I looked over them spread across my desk. Sarah no longer had a say in my actions. And what would Pansattio’s daughter have to say to my news? She had married a Count and lived high in the Pyrenees; falconry and salmon fishing were her interests now. And she was old herself. Her father had defined our years, and we were nearly over. If anybody had held yesterday aloft it had been him; these negatives on my desk did not make that any more or less pertinent.
It was early afternoon. I pulled the curtains closed, opened a bottle of wine, lined up a clean ashtray with a fresh packet of cigarettes and a fully-fuelled lighter, and randomly picked a negative from the mix on my desk. My gift from the man. As I carefully began to fill the carousel with the tiles I thought of the last time I saw him. He had been visiting London and he called me for lunch. We drank martinis and he ate oysters. He looked drawn, his eyes always darkened by the tint of his glasses, his hair was thinning, his voice was thinning. One of the first portraits I took, he said, was of a fascist. I came to this country during the war to escape them.
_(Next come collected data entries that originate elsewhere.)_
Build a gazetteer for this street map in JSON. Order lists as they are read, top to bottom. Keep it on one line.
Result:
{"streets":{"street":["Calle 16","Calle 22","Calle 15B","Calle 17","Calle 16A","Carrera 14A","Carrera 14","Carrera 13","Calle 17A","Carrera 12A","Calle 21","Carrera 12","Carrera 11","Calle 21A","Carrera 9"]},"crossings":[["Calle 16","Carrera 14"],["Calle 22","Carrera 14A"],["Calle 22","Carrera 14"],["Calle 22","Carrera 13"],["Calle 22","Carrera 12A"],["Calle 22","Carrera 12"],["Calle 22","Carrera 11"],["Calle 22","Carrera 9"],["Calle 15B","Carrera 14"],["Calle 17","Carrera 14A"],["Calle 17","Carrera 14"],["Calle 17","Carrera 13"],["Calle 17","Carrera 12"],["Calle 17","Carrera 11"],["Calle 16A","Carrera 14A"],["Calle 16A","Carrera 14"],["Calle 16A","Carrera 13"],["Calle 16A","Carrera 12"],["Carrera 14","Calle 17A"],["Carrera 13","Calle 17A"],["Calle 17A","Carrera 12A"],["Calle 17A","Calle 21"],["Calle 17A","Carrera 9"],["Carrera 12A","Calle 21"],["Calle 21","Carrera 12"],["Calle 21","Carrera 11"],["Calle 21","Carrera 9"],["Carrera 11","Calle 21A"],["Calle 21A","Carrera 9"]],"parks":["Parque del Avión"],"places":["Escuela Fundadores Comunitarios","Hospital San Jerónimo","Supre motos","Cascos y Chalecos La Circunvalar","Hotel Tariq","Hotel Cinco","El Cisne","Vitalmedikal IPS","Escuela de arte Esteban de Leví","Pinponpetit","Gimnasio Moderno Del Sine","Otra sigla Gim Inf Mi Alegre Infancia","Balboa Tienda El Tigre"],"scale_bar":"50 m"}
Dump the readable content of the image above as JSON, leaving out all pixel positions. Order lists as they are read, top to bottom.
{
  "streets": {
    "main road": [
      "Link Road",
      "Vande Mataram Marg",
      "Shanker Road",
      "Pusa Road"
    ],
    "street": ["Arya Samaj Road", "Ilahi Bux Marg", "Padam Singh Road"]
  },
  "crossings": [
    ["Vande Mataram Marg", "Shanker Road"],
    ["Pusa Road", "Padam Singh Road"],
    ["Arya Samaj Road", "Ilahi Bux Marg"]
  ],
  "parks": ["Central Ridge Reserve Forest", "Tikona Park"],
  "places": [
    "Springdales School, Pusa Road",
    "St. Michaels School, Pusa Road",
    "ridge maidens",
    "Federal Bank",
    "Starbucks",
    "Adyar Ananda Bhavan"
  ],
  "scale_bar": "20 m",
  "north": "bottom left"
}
I was offered money to take a photograph of a minor military man in Salo. Make me look like a king of men the fascist said. And now? Now I have Queens coming to me wanting to look like they are one of the people.
Satti sighed. If I have had a talent, he said, it has been that I was born in the most significant era of humankind, and I was able to convince the world to rely on my images for understanding it. And then he laughed a heavy creased laugh.
You do yourself a disservice by casting yourself as a conman, I said.
He said nothing, just sipped his drink and lit a cigarette.
I pressed the switch on the carousel and its brittle Perspex gears slapped into place, and the light hit the wall, and a face appeared in a flash.